Hannah Daisy (@makedaisychains on Instagram), Kate Allan (@thelatestkate), and Beth Evans (@bethdrawsthings) are examples of individuals who use their visual art to address mental health. Their artwork is often cute and colorful, and the captions are supportive and relatable. P. Bodi is another artist on Instagram who focuses on the same subject, but her work takes the form of poetry. Her account (@p.bodii) features hundreds of short yet encouraging written works, accompanied by minimalistic drawings of flowers.

Illustrating and writing are ways to draw attention to mental health issues, but a brand can collaborate with any creative talent who aligns with its niche. Other creative activities that influencers can encourage include sewing, knitting, woodworking, baking, and photography. A campaign filled with DIY ideas will help consumers who are confined to their homes pass the time with relaxing hobbies.

Keep in mind that many of your followers might be worried about finances and maybe trying to limit their spending. Ensure DIY projects are accessible to anyone who’s stuck at home and working with a limited budget. If your brand sells products needed to complete the project, make sure the audience is aware of any discounts. Followers will likely also appreciate free printable resources, such as sewing patterns and other templates.

Spread Facts

Some individuals, especially men, are hesitant to talk about mental illness. This not only allows a stigma to go unchallenged, but it also makes it harder for people to find practical ways to cope with problems.

Brands and influencers can play an active role in dispelling misconceptions and erasing stigmas associated with mental illness. Turn to mental health experts to find statistics and suggestions that might be valuable to your audience. Look for certified psychiatrists like Daniel G. Amen, M.D., on Twitter and Jessica Clemons, M.D., on Instagram. Social media accounts run by organizations like the American Psychological Association may also have content for you to reference.
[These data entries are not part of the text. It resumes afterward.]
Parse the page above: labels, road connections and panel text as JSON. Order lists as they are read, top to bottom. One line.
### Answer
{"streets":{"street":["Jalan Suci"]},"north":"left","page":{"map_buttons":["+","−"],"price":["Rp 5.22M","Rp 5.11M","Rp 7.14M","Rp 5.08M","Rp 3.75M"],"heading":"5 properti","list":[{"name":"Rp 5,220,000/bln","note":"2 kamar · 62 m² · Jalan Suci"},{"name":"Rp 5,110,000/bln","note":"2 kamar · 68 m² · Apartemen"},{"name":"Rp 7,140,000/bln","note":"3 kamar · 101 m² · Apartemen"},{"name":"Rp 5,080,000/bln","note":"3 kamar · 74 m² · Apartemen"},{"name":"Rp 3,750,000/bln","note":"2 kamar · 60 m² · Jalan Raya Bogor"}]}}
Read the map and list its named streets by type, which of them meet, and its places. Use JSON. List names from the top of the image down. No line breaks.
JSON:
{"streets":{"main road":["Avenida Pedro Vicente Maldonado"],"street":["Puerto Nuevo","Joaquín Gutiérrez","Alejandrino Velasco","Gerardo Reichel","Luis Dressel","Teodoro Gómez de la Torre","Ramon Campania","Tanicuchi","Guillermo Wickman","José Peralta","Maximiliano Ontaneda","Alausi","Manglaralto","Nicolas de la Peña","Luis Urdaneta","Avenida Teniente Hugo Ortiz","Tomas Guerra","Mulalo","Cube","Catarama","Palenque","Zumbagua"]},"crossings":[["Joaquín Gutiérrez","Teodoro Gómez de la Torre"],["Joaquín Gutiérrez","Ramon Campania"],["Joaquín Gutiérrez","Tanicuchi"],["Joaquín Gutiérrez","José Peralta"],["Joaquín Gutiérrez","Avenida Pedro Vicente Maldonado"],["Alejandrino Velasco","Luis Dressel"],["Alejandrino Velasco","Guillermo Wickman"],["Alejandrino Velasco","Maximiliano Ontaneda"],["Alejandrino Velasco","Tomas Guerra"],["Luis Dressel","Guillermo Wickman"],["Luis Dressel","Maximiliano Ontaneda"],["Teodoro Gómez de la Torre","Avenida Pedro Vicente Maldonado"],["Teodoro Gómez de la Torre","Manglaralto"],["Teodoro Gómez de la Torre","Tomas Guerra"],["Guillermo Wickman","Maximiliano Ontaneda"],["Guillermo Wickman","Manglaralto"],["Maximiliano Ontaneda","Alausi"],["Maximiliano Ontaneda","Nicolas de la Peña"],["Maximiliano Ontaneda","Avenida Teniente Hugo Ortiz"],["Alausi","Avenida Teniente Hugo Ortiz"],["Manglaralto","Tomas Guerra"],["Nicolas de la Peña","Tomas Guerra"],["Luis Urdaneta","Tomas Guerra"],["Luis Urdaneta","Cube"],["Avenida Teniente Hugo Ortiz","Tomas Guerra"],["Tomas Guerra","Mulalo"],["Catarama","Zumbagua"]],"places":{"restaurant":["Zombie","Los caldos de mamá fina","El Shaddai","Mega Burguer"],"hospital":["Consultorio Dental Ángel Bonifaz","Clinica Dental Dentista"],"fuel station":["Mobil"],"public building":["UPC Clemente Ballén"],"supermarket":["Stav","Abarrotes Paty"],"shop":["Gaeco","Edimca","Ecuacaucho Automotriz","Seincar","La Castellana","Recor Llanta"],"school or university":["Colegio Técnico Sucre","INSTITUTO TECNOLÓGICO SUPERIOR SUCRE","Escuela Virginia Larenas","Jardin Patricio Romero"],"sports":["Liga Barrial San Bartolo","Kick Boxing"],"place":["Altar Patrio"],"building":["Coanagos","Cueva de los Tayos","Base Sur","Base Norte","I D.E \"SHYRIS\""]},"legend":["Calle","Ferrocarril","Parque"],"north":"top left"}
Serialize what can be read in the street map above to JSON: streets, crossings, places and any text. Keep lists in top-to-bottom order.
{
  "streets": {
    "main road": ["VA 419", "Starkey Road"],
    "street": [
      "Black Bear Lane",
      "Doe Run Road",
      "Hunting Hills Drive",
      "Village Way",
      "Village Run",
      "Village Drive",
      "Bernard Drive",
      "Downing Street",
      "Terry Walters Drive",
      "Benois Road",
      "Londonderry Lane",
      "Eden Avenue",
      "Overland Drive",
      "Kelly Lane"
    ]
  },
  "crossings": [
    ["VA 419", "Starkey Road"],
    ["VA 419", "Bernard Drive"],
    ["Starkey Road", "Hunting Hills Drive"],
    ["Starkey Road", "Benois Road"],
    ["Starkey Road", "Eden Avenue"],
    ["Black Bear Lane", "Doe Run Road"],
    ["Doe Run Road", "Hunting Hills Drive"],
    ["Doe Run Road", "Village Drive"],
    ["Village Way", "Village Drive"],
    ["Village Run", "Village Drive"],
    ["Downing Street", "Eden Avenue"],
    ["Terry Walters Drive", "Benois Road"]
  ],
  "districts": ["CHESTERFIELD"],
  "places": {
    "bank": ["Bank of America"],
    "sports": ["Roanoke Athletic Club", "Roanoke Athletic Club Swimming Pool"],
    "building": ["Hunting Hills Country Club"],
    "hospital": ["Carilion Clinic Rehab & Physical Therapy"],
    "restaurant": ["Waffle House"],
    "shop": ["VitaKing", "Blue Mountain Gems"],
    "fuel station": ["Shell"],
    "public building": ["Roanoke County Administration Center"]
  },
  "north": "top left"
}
Influencers who can take that information and turn it into infographics or incorporate it into videos or blog posts can be useful during a campaign. If an influencer or brand has a podcast, they can invite mental health experts onto the show to speak for themselves. Because the information in the content is backed by credible sources, anyone can feel comfortable sharing it on social media without fear of spreading misinformation.

Informative resources don’t necessarily have to stay in the realm of mental health. Many schools are temporarily closed, and parents are looking for educational ways to keep kids busy. Influencers who share kid-friendly content can help alleviate some of the stress that parents are under. Blogs like School and the City by Kristin Yann and YouTube channels like CrashCourse by John and Hank Green are examples of educational resources. Also consider working with influencers who excel at DIY arts and crafts tutorials, such as Jean Van’t Hul of the YouTube channel The Artful Parent.

Serving Your Audience

Although the situation is tough, marketers can develop campaigns that comfort and inform consumers while also fostering brand loyalty. Collaborate with influencers who can create content that aligns with your niche and raises mental health awareness. Keep your ears open for audience feedback, and you’ll likely discover even more ways to better serve your followers through this crisis and future developments.